Busted NJ carjack suspects have long rap sheets
December 23, 2013 in News by The Manimal
Source: The New York Post
The four thugs accused of savagely killing a young Hoboken lawyer in a New Jersey mall’s parking garage have extensive criminal histories — and one had been released from jail just four days before the slaying.
Hanif Thompson
Dustin Friedland, 30, and his wife had just finished their holiday shopping when they returned to their silver 2012 Range Rover and were confronted by the four carjackers, cops said.
Basim Henry
Karif Ford, 31, Basim Henry, 32, and Kevin Roberts, 33, all of Newark, and Hanif Thompson, 29, of Irvington, were all busted. Each is being held on $2 million bail.
Karif Ford
The four face a slew of charges in the Dec. 15 killing, including murder, carjacking, conspiracy and weapons possession, authorities said Saturday. Authorities refused to name the triggerman who shot Friedland point-blank in the head.

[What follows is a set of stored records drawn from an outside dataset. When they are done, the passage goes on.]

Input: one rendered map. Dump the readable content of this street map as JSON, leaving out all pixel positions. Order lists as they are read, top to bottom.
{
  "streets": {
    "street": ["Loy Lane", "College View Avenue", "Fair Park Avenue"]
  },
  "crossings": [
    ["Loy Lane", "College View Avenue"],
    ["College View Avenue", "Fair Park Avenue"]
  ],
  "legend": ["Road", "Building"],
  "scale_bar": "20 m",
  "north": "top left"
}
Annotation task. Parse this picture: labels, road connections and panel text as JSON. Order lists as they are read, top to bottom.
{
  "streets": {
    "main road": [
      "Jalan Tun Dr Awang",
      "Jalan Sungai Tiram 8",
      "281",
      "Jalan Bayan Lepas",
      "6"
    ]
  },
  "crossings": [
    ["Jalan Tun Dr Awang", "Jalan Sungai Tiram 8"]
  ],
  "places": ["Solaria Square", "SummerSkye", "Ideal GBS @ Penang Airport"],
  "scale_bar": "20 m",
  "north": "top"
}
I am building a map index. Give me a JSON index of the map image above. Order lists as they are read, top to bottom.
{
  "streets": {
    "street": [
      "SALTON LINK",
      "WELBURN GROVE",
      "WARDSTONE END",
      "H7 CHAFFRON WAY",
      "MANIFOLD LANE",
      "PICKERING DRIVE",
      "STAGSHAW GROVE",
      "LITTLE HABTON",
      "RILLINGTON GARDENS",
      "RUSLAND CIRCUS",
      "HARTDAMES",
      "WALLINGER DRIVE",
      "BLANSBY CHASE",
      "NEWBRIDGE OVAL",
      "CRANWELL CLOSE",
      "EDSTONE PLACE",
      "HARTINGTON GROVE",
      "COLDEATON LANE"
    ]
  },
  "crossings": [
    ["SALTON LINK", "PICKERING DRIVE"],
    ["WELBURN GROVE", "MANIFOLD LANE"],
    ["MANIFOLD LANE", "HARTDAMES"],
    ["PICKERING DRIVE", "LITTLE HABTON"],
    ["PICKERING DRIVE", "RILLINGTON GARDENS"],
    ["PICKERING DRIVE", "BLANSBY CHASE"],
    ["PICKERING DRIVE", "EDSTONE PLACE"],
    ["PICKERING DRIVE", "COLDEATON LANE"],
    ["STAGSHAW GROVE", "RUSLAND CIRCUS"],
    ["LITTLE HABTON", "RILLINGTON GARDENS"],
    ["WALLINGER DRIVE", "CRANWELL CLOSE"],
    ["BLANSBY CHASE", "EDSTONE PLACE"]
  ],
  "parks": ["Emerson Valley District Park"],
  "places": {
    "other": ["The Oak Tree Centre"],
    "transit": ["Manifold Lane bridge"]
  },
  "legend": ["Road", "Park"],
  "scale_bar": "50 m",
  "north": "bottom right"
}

All four — who face possible life sentences — have rap sheets stretching back years that include multiple burglary and drug counts.
Thompson, who has done more than a dozen stints in the Essex County Jail, was released on Dec. 11 after serving time on a burglary charge.
Roberts has been arrested 13 times on narcotics and weapons offenses.
Both Ford and Henry were sent to prison in 2003 — Ford for burglary and Henry for bank robbery, records show.
Henry finished federal prison time eight months ago for a robbery in which he put a gun to the head of a Union Township bank employee.
Henry was busted for the mall shooting at a hotel in Easton, Pa., by an FBI task force and US marshals. Thompson was captured in Irvington, NJ, and Ford and Roberts were nabbed in Newark.
A woman who knew Thompson told The Post he was “a hustler” who sold drugs, but doubted he was a murderer.
Tiwanna Myers, 36, said she often saw Thompson around her Newark neighborhood before he moved out a couple of years ago.
“I don’t think he was a killer, but he was a hustler,” she said, adding: “I don’t think he’d kill anybody over no car. He hustled in the street — that’s how he made ends meet.”
A man who answered the door at Roberts’ home in Newark identified himself as the suspect’s brother but refused to give his name.
When asked if Roberts was innocent, the brother stopped, then said: “I don’t know.”
It was the “around the clock work” of law enforcement that helped nab the quartet after a weeklong manhunt, said Acting Essex County prosecutor Carolyn Murray.
Prosecutors said the suspects wanted the victim’s luxury ride.
“We are very grateful to the Essex County Police and all of the local authorities for pursuing this so vigorously,” the victim’s wife, Jamie Schare Friedland, said in a statement.